Il Ponte del Soldino: un’opera cancellata che Roma non vuole dimenticare

E’ un argomento in cui in tanti si sono esercitati, cercando di dare, ciascuno con i risultati che ‘’merita’’, corpo alla fantasia o all’esigenza di alimentare negli altri l’interesse su cose concrete che, sparendo fisicamente, rimangono nel cuore della gente.

Per questo merita attenzione, e anche plauso, l’operazione editoriale che Palombi ha messo in essere, unendo, in uno stesso volume, due diverse tipologie di scrittura o, per meglio dire, di racconto della verità, incentrate su quello che, a Roma, nella tradizione orale è ricordato come il Ponte del Soldino.

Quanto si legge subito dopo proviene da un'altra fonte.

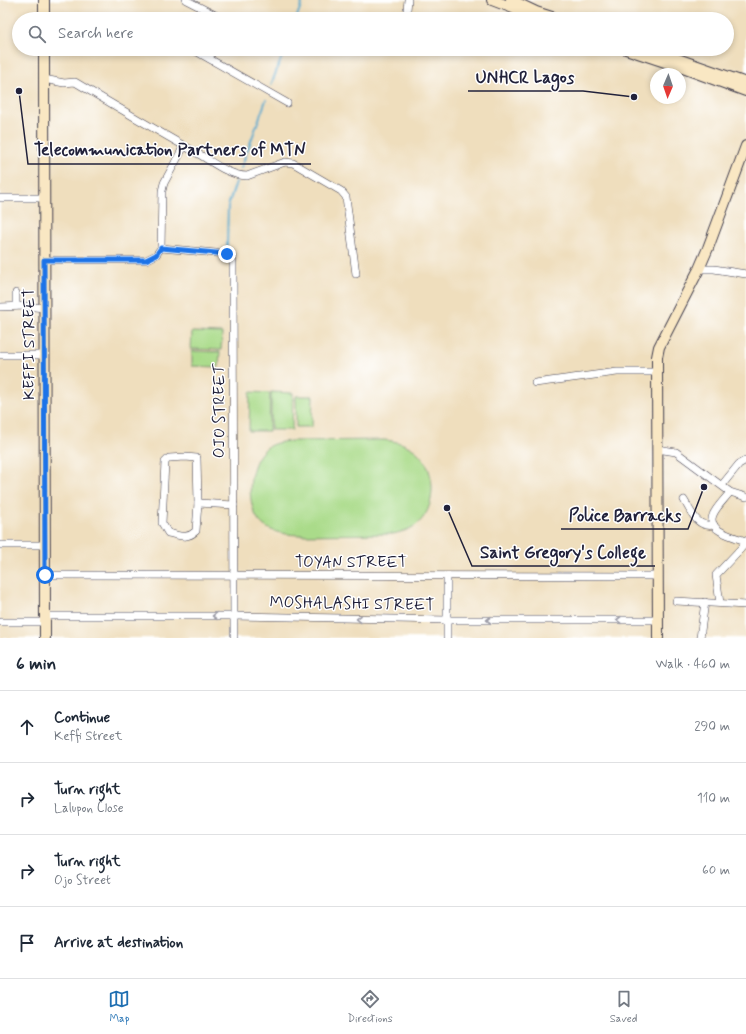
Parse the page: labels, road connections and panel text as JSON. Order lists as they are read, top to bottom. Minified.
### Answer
{"streets":{"main road":["KEFFI STREET"],"street":["OJO STREET","TOYAN STREET","MOSHALASHI STREET"]},"crossings":[["KEFFI STREET","TOYAN STREET"],["KEFFI STREET","MOSHALASHI STREET"],["OJO STREET","TOYAN STREET"],["OJO STREET","MOSHALASHI STREET"]],"one_way":["MOSHALASHI STREET"],"places":["Telecommunication Partners of MTN","UNHCR Lagos","Police Barracks","Saint Gregory's College"],"north":"bottom","page":{"search":"Search here","heading":["6 min","Walk · 460 m"],"list":[["Continue","Keffi Street","290 m"],["Turn right","Lalupon Close","110 m"],["Turn right","Ojo Street","60 m"],"Arrive at destination"],"nav":["Map","Directions","Saved"]}}
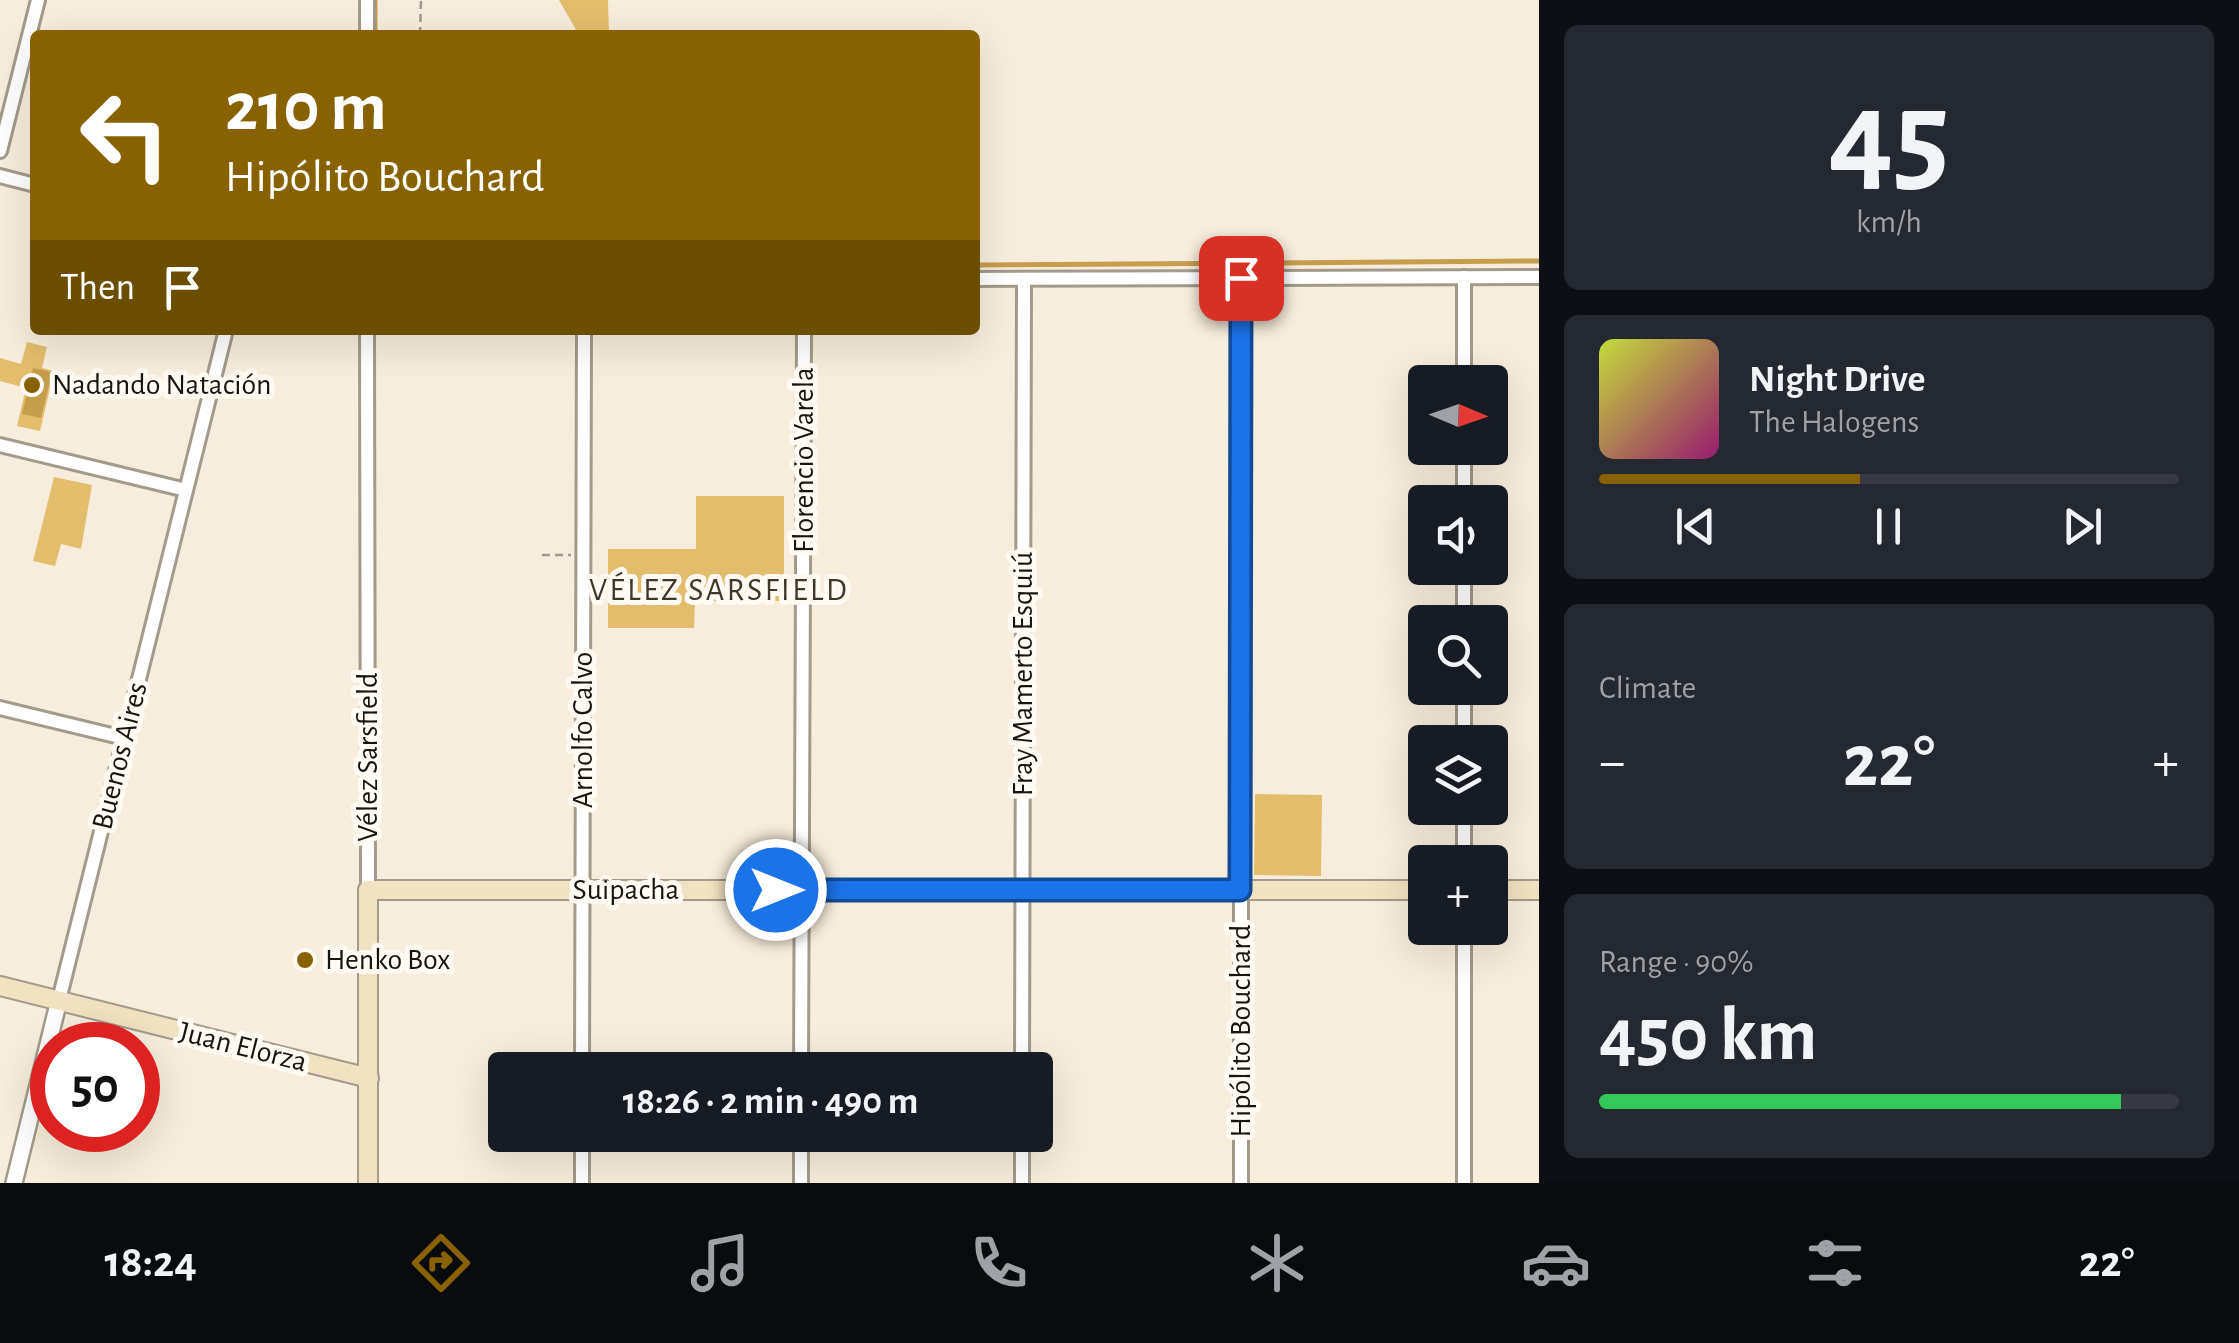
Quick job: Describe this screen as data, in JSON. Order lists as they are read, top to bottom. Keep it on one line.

Un’opera che non esiste più da oltre ottant’anni, eppure è rimasta nei racconti di chi, pur non avendo vissuto fisicamente il periodo della sua realizzazione e del suo uso da parte della gente, soprattutto comune, ne ha ancora ben chiara l’importanza per una capitale che si dibatteva tra il potere temporale dei Papi e la nascente coscienza unitaria.

Nel libro, quindi, trovano posto il rigore storico, con il saggio a firma di Stefano Lucchini e Giovanna Pimpinella, dal titolo ‘’C’era una volta un ponte’’, e il romanzo, con  ‘’Il ponte sospeso’’, scritto da Andrea Carlo Cappi.

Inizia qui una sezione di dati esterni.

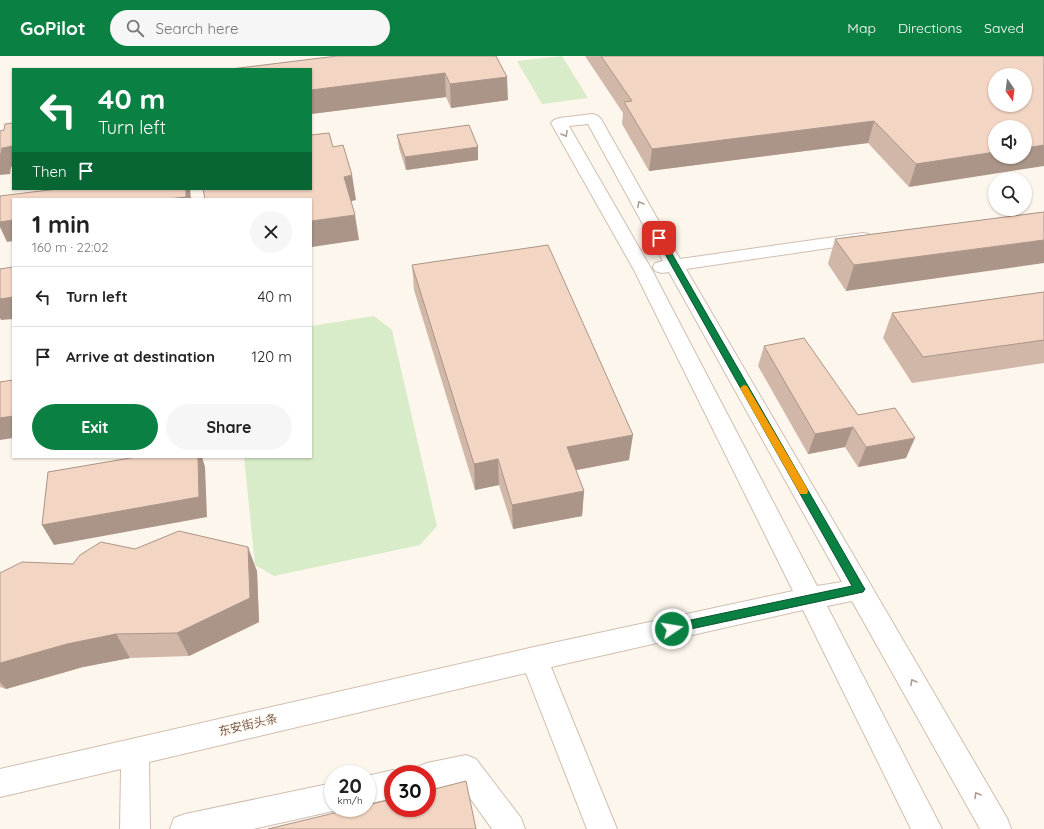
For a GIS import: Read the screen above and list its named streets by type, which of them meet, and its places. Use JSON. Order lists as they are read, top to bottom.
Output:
{
  "streets": {
    "street": ["东安街头条"]
  },
  "north": "bottom",
  "page": {
    "header": "GoPilot",
    "search": "Search here",
    "nav": ["Map", "Directions", "Saved"],
    "turn": ["40 m", "Turn left"],
    "then": "Then",
    "heading": ["1 min", "160 m · 22:02"],
    "list": [
      {
        "name": "Turn left",
        "value": "40 m"
      },
      {
        "name": "Arrive at destination",
        "value": "120 m"
      }
    ],
    "buttons": ["Exit", "Share"],
    "speed": "20 km/h",
    "limit": "30"
  }
}
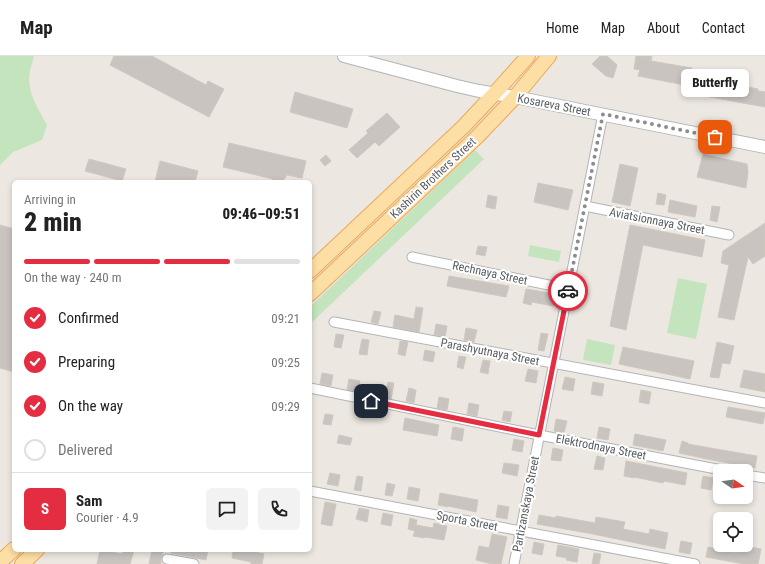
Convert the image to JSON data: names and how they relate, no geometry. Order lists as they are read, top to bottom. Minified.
{"streets":{"main road":["Kashirin Brothers Street"],"street":["Kosareva Street","Aviatsionnaya Street","Rechnaya Street","Parashyutnaya Street","Elektrodnaya Street","Partizanskaya Street","Sporta Street"]},"crossings":[["Kosareva Street","Kashirin Brothers Street"],["Kosareva Street","Partizanskaya Street"],["Aviatsionnaya Street","Partizanskaya Street"],["Rechnaya Street","Partizanskaya Street"],["Parashyutnaya Street","Partizanskaya Street"],["Elektrodnaya Street","Partizanskaya Street"],["Partizanskaya Street","Sporta Street"]],"places":["Butterfly"],"north":"right","page":{"header":"Map","nav":["Home","Map","About","Contact"],"bubble":"Butterfly","heading":["2 min","Arriving in","09:46–09:51"],"panel":["Sam","Courier · 4.9"],"bar":"On the way · 240 m","list":[["Confirmed","09:21"],["Preparing","09:25"],["On the way","09:29"],"Delivered"],"round":"S"}}
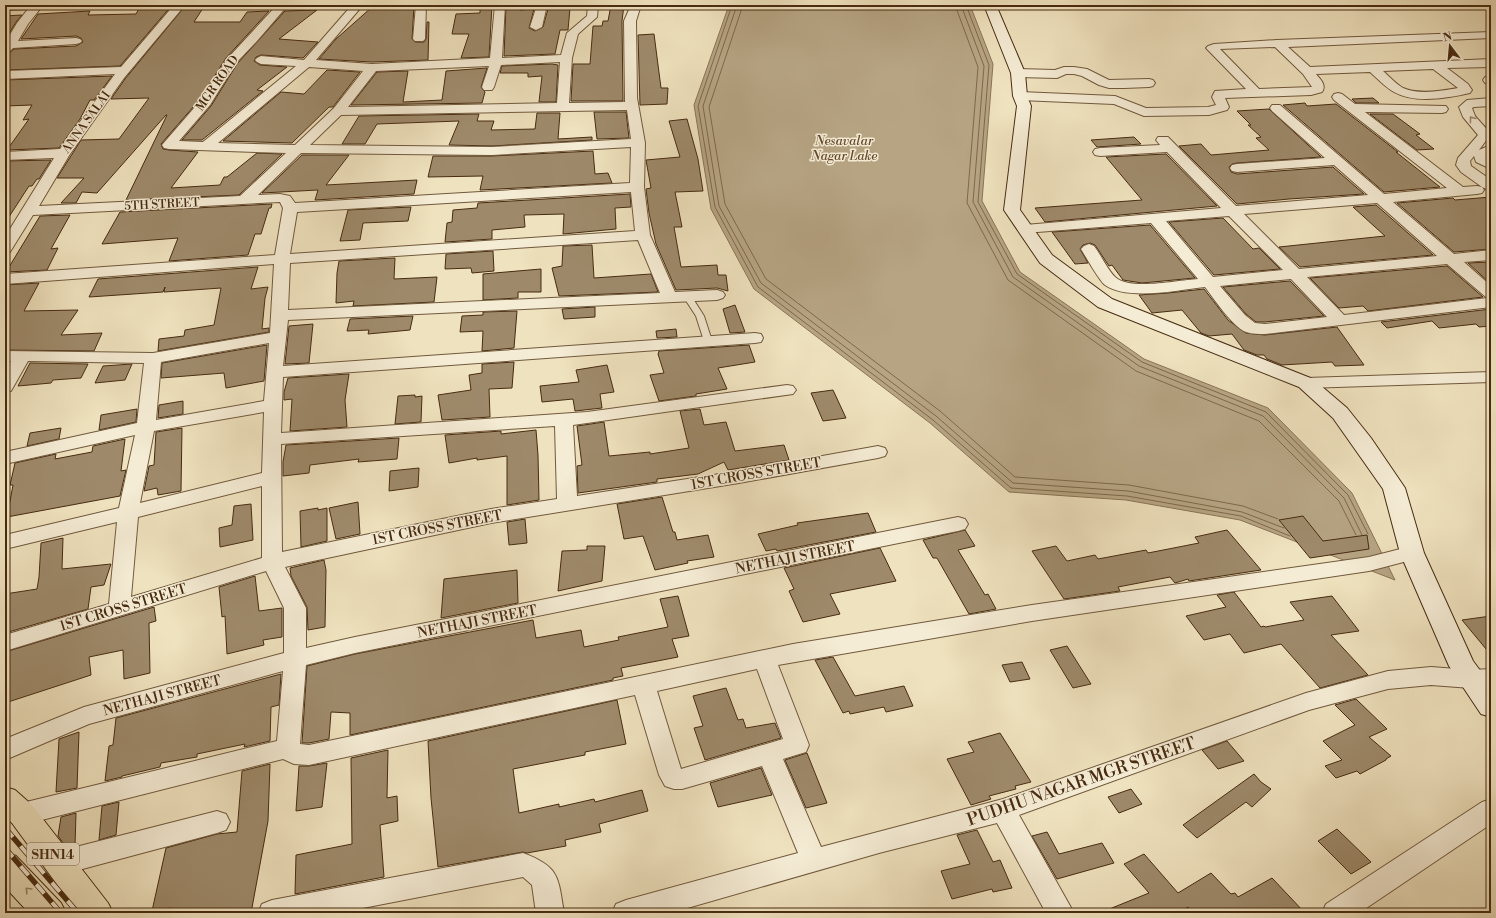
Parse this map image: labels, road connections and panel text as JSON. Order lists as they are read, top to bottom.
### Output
{
  "streets": {
    "main road": ["SHN14"],
    "street": [
      "MGR ROAD",
      "ANNA SALAI",
      "5TH STREET",
      "1ST CROSS STREET",
      "NETHAJI STREET",
      "PUDHU NAGAR MGR STREET"
    ]
  },
  "crossings": [
    ["ANNA SALAI", "5TH STREET"]
  ],
  "water": ["Nesavalar Nagar Lake"],
  "north": "top"
}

Costruito nel 1863 sul Tevere, all’altezza della chiesa di San Giovanni dei Fiorentini, il ponte di ferro, per la scelta di realizzarlo usando un materiale che, per i romani, era quasi un insulto alla maestosità delle pietre della città, fu guardato sempre con un sentimento in cui scetticismo e senso pratico si fondevano.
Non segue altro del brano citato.